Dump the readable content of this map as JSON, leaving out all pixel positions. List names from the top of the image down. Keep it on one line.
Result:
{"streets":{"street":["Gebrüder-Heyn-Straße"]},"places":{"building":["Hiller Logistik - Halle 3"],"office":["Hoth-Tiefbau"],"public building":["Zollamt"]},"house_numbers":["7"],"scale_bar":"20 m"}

WHAT THIS TASK INVOLVES
Copy the listing in full, and keep every word exactly as it is.

ANSWER TO THIS EXERCISE
Dump the readable content of this map as JSON, leaving out all pixel positions. List names from the top of the image down. Keep it on one line.
Result:
{"streets":{"street":["Gebrüder-Heyn-Straße"]},"places":{"building":["Hiller Logistik - Halle 3"],"office":["Hoth-Tiefbau"],"public building":["Zollamt"]},"house_numbers":["7"],"scale_bar":"20 m"}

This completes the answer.